▸ **Exercise prompt**: Below is a listing. Output every line of it exactly.

▸ **Material to process**:
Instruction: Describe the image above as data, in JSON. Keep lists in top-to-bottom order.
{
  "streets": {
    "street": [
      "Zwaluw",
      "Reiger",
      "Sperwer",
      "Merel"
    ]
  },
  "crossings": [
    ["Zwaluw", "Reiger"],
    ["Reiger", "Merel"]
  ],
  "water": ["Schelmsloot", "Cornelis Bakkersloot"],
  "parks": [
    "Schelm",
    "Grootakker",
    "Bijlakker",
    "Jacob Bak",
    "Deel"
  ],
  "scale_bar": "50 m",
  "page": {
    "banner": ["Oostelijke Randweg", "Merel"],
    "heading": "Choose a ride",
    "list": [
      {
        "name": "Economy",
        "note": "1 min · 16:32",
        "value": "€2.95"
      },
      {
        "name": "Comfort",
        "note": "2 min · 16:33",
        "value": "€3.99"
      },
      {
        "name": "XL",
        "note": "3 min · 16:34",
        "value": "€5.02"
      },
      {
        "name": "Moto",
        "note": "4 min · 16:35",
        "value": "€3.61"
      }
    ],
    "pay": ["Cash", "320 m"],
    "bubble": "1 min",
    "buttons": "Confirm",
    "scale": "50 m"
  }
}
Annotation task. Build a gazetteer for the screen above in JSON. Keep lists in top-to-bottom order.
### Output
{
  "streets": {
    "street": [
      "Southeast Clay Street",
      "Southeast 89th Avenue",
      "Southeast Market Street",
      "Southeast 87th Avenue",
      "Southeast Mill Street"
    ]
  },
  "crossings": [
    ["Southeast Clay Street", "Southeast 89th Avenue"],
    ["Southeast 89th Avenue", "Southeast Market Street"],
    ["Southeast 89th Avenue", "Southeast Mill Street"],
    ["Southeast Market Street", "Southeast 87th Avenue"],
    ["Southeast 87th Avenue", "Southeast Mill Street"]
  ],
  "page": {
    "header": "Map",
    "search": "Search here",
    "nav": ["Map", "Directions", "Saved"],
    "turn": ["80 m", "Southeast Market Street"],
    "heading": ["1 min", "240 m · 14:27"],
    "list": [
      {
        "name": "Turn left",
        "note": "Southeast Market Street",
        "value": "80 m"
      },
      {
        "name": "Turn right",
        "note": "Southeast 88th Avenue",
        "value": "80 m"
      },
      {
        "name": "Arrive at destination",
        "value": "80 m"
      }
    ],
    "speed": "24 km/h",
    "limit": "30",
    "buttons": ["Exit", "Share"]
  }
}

▸ **Solution to this exercise**:
Instruction: Describe the image above as data, in JSON. Keep lists in top-to-bottom order.
{
  "streets": {
    "street": [
      "Zwaluw",
      "Reiger",
      "Sperwer",
      "Merel"
    ]
  },
  "crossings": [
    ["Zwaluw", "Reiger"],
    ["Reiger", "Merel"]
  ],
  "water": ["Schelmsloot", "Cornelis Bakkersloot"],
  "parks": [
    "Schelm",
    "Grootakker",
    "Bijlakker",
    "Jacob Bak",
    "Deel"
  ],
  "scale_bar": "50 m",
  "page": {
    "banner": ["Oostelijke Randweg", "Merel"],
    "heading": "Choose a ride",
    "list": [
      {
        "name": "Economy",
        "note": "1 min · 16:32",
        "value": "€2.95"
      },
      {
        "name": "Comfort",
        "note": "2 min · 16:33",
        "value": "€3.99"
      },
      {
        "name": "XL",
        "note": "3 min · 16:34",
        "value": "€5.02"
      },
      {
        "name": "Moto",
        "note": "4 min · 16:35",
        "value": "€3.61"
      }
    ],
    "pay": ["Cash", "320 m"],
    "bubble": "1 min",
    "buttons": "Confirm",
    "scale": "50 m"
  }
}
Annotation task. Build a gazetteer for the screen above in JSON. Keep lists in top-to-bottom order.
### Output
{
  "streets": {
    "street": [
      "Southeast Clay Street",
      "Southeast 89th Avenue",
      "Southeast Market Street",
      "Southeast 87th Avenue",
      "Southeast Mill Street"
    ]
  },
  "crossings": [
    ["Southeast Clay Street", "Southeast 89th Avenue"],
    ["Southeast 89th Avenue", "Southeast Market Street"],
    ["Southeast 89th Avenue", "Southeast Mill Street"],
    ["Southeast Market Street", "Southeast 87th Avenue"],
    ["Southeast 87th Avenue", "Southeast Mill Street"]
  ],
  "page": {
    "header": "Map",
    "search": "Search here",
    "nav": ["Map", "Directions", "Saved"],
    "turn": ["80 m", "Southeast Market Street"],
    "heading": ["1 min", "240 m · 14:27"],
    "list": [
      {
        "name": "Turn left",
        "note": "Southeast Market Street",
        "value": "80 m"
      },
      {
        "name": "Turn right",
        "note": "Southeast 88th Avenue",
        "value": "80 m"
      },
      {
        "name": "Arrive at destination",
        "value": "80 m"
      }
    ],
    "speed": "24 km/h",
    "limit": "30",
    "buttons": ["Exit", "Share"]
  }
}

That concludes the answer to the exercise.